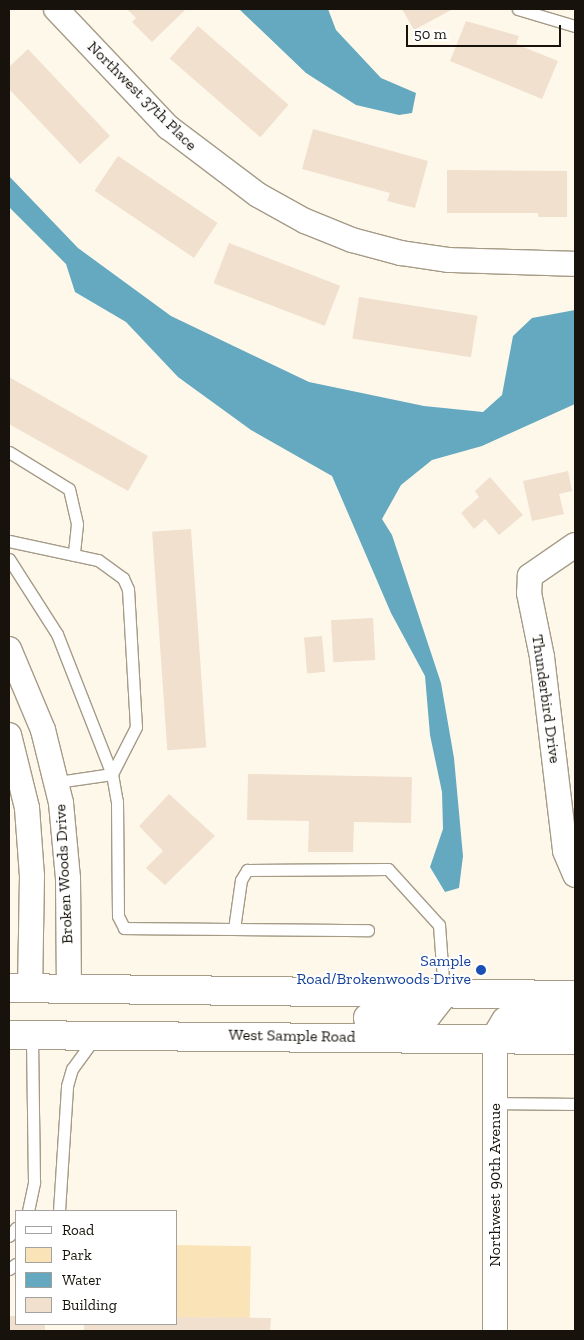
<!DOCTYPE html>
<style>
body{margin:0}
#map{position:relative;width:584px;height:1340px;overflow:hidden;background:#fef8eb;font-family:"Zilla Slab",serif}
div>[style]{position:absolute}
[style*='--x']{left:calc(var(--x)*1px);top:calc(var(--y)*1px);width:calc(var(--w)*1px);rotate:calc(var(--a)*1deg)}
.green>*{inset:0;background:#fae4b7;transform-origin:0 0}
.water>*{inset:0;background:#64a9bf}
.building>*{inset:0;background:#f1e0cd;transform-origin:0 0}
.roads{filter:drop-shadow(1px 0 #a59b87) drop-shadow(-1px 0 #a59b87) drop-shadow(0 1px #a59b87) drop-shadow(0 -1px #a59b87)}
.service>*{height:11px;margin:-5.5px;padding:0 5.5px;transform-origin:5.5px;border-radius:5.5px;background:#fff}
.minor>*{height:24px;margin:-12px;padding:0 12px;transform-origin:12px;border-radius:12px;background:#fff}
.primary>*{height:28px;margin:-14px;padding:0 14px;transform-origin:14px;border-radius:14px;background:#fff}
.dots>*{width:14px;height:14px;translate:-50% -50%;box-sizing:border-box;border:2px solid #fff;border-radius:50%}
span{translate:-50% -50%;white-space:nowrap;text-align:center;line-height:1.15;-webkit-text-stroke:4px #fff;paint-order:stroke}
.street-label{font-size:16px;color:#17130c}
.transit-label{font-size:16px;color:#164399}
.right{translate:-100% -50%;text-align:right}
.frame{position:absolute;inset:0;border:10px solid #17130c;pointer-events:none}
.legend{position:absolute;left:15px;top:1210px;width:162px;height:115px;box-sizing:border-box;background:#fff;border:1px solid #a2a19e;margin:0;padding:6px 9px;list-style:none;font-size:15px;color:#17130c}
.legend li{display:flex;align-items:center;gap:10px;height:25px}
.legend b{width:25px;border:1px solid #a2a19e}
.scale{position:absolute;left:406px;top:25px;width:155px;height:22px;box-sizing:border-box;border:2px solid #17130c;border-top:0;padding-left:6px;font-size:15px;line-height:18px;white-space:nowrap;color:#17130c;-webkit-text-stroke:4px #fff;paint-order:stroke}
</style>
<div id="map">
<div class="green">
<i style="left:176px;top:1245px;width:75px;height:72px;rotate:1deg"></i>
</div>
<div class="water">
<i style="clip-path:polygon(239px 9px,328px 9px,336px 30px,381px 78px,416px 93px,412px 113px,399px 115px,356px 105px,306px 73px)"></i>
<i style="clip-path:polygon(9px 176px,78px 248px,171px 316px,309px 382px,424px 406px,483px 412px,502px 395px,513px 336px,532px 318px,575px 310px,575px 404px,482px 446px,432px 460px,401px 485px,382px 519px,392px 535px,441px 683px,454px 758px,463px 856px,459px 888px,445px 892px,430px 867px,443px 829px,442px 792px,430px 735px,425px 676px,391px 613px,332px 476px,251px 430px,178px 377px,126px 322px,75px 292px,66px 264px,9px 207px)"></i>
</div>
<div class="building">
<i style="clip-path:polygon(127px 9px,186px 9px,152px 42px,132px 22px,136px 18px)"></i>
<i style="clip-path:polygon(402px 9px,453px 9px,414px 30px)"></i>
<i style="clip-path:polygon(466px 21px,519px 36px,516px 44px,558px 61px,542px 99px,450px 61px)"></i>
<i style="left:198px;top:26px;width:120px;height:43px;rotate:41deg"></i>
<i style="clip-path:polygon(28px 49px,110px 136px,80px 164px,9px 89px,9px 67px)"></i>
<i style="clip-path:polygon(313px 129px,428px 161px,415px 208px,387px 201px,390px 193px,302px 169px)"></i>
<i style="left:118px;top:156px;width:120px;height:42px;rotate:34deg"></i>
<i style="clip-path:polygon(447px 170px,567px 171px,567px 217px,538px 217px,538px 213px,447px 213px)"></i>
<i style="left:229px;top:243px;width:119px;height:43px;rotate:21deg"></i>
<i style="left:359px;top:297px;width:120px;height:42px;rotate:9deg"></i>
<i style="clip-path:polygon(9px 377px,148px 456px,128px 491px,9px 424px)"></i>
<i style="clip-path:polygon(568px 471px,572px 491px,559px 494px,564px 514px,532px 521px,523px 481px)"></i>
<i style="clip-path:polygon(490px 477px,523px 515px,499px 535px,485px 519px,474px 529px,461px 513px,479px 497px,475px 491px)"></i>
<i style="left:191px;top:529px;width:219px;height:39px;rotate:86deg"></i>
<i style="left:373px;top:618px;width:42px;height:42px;rotate:87deg"></i>
<i style="left:322px;top:636px;width:36px;height:18px;rotate:85deg"></i>
<i style="clip-path:polygon(248px 774px,412px 777px,411px 823px,354px 822px,353px 852px,308px 852px,309px 821px,247px 820px)"></i>
<i style="clip-path:polygon(169px 794px,215px 836px,165px 885px,146px 868px,163px 851px,139px 826px)"></i>
<i style="clip-path:polygon(9px 1316px,16px 1316px,16px 1324px,45px 1324px,45px 1331px,9px 1331px)"></i>
<i style="clip-path:polygon(176px 1317px,271px 1318px,270px 1331px,84px 1331px,84px 1324px,176px 1324px)"></i>
</div>
<div class="roads">
<div class="service">
<i style="--x:518;--y:9;--w:59;--a:16.6"></i>
<i style="--x:9;--y:452;--w:70;--a:31.7"></i>
<i style="--x:69;--y:489;--w:36;--a:77"></i>
<i style="--x:77;--y:524;--w:31;--a:96"></i>
<i style="--x:9;--y:541;--w:91;--a:12.1"></i>
<i style="--x:98;--y:560;--w:31;--a:36"></i>
<i style="--x:123;--y:578;--w:12;--a:66"></i>
<i style="--x:128;--y:589;--w:138;--a:86.7"></i>
<i style="--x:136;--y:727;--w:53;--a:117.1"></i>
<i style="--x:112;--y:774;--w:27;--a:80"></i>
<i style="--x:117;--y:801;--w:115;--a:89.5"></i>
<i style="--x:118;--y:916;--w:13;--a:63"></i>
<i style="--x:124;--y:928;--w:244;--a:0.5"></i>
<i style="--x:9;--y:559;--w:89;--a:57.4"></i>
<i style="--x:57;--y:634;--w:150;--a:68.6"></i>
<i style="--x:112;--y:774;--w:56;--a:171.7"></i>
<i style="--x:234;--y:929;--w:49;--a:-81.9"></i>
<i style="--x:241;--y:880;--w:12;--a:-59"></i>
<i style="--x:247;--y:870;--w:141;--a:-0.4"></i>
<i style="--x:388;--y:869;--w:76;--a:47.7"></i>
<i style="--x:439;--y:925;--w:68;--a:85.8"></i>
<i style="--x:495;--y:1103;--w:80;--a:0.7"></i>
<i style="--x:28;--y:1211;--w:30;--a:-78"></i>
<i style="--x:34;--y:1182;--w:147;--a:-90.8"></i>
<i style="--x:59;--y:1211;--w:125;--a:-86.3"></i>
<i style="--x:67;--y:1086;--w:18;--a:-74"></i>
<i style="--x:72;--y:1069;--w:39;--a:-54"></i>
<i style="--x:9;--y:1236;--w:11;--a:-49"></i>
<i style="--x:9;--y:1269;--w:9;--a:-36"></i>
</div>
<div class="minor">
<i style="--x:56;--y:9;--w:163;--a:46.5"></i>
<i style="--x:168;--y:127;--w:113;--a:37.1"></i>
<i style="--x:258;--y:195;--w:54;--a:29"></i>
<i style="--x:305;--y:221;--w:51;--a:22"></i>
<i style="--x:352;--y:240;--w:51;--a:14.9"></i>
<i style="--x:401;--y:253;--w:49;--a:8.3"></i>
<i style="--x:449;--y:260;--w:126;--a:1.8"></i>
<i style="--x:575;--y:545;--w:55;--a:145.4"></i>
<i style="--x:530;--y:576;--w:17;--a:93"></i>
<i style="--x:529;--y:593;--w:65;--a:78.5"></i>
<i style="--x:542;--y:657;--w:195;--a:83.2"></i>
<i style="--x:565;--y:851;--w:26;--a:67"></i>
<i style="--x:9;--y:649;--w:88;--a:67.2"></i>
<i style="--x:43;--y:730;--w:75;--a:76.1"></i>
<i style="--x:61;--y:803;--w:75;--a:84.7"></i>
<i style="--x:68;--y:878;--w:111;--a:89.5"></i>
<i style="--x:9;--y:735;--w:75;--a:76.1"></i>
<i style="--x:27;--y:808;--w:68;--a:85.8"></i>
<i style="--x:32;--y:876;--w:112;--a:91"></i>
<i style="--x:495;--y:1039;--w:292;--a:90"></i>
</div>
<div class="primary">
<i style="--x:9;--y:988;--w:566;--a:0.71"></i>
<i style="--x:368;--y:1018;--w:59;--a:-2.9"></i>
<i style="--x:427;--y:1015;--w:28;--a:-52"></i>
<i style="--x:9;--y:1035;--w:566;--a:0.51"></i>
<i style="--x:495;--y:1039;--w:21;--a:-59"></i>
<i style="--x:506;--y:1021;--w:22;--a:-18"></i>
<i style="--x:527;--y:1014;--w:48;--a:0"></i>
</div>
</div>
<div class="dots">
<i style="left:481px;top:970px;background:#1a4fb4"></i>
</div>
<div class="street-label">
<span style="left:142px;top:96px;rotate:45deg">Northwest 37th Place</span>
<span style="left:546px;top:699px;rotate:82deg">Thunderbird Drive</span>
<span style="left:64px;top:874px;rotate:-93deg">Broken Woods Drive</span>
<span style="left:292px;top:1036px;rotate:1deg">West Sample Road</span>
<span style="left:495px;top:1185px;rotate:-90deg">Northwest 90th Avenue</span>
</div>
<div class="transit-label">
<span class="right" style="left:471px;top:970px">Sample<br>Road/Brokenwoods Drive</span>
</div>
<div class="frame"></div>
<ul class="legend">
<li><b style="height:6px;background:#fff"></b>Road</li>
<li><b style="height:14px;background:#fae4b7"></b>Park</li>
<li><b style="height:14px;background:#64a9bf"></b>Water</li>
<li><b style="height:14px;background:#f1e0cd"></b>Building</li>
</ul>
<div class="scale">50 m</div>
</div>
• • •
Show each line of the material where the word "size" occurs.

.street-label{font-size:16px;color:#17130c}
.transit-label{font-size:16px;color:#164399}
.legend{position:absolute;left:15px;top:1210px;width:162px;height:115px;box-sizing:border-box;background:#fff;border:1px solid #a2a19e;margin:0;padding:6px 9px;list-style:none;font-size:15px;color:#17130c}
.scale{position:absolute;left:406px;top:25px;width:155px;height:22px;box-sizing:border-box;border:2px solid #17130c;border-top:0;padding-left:6px;font-size:15px;line-height:18px;white-space:nowrap;color:#17130c;-webkit-text-stroke:4px #fff;paint-order:stroke}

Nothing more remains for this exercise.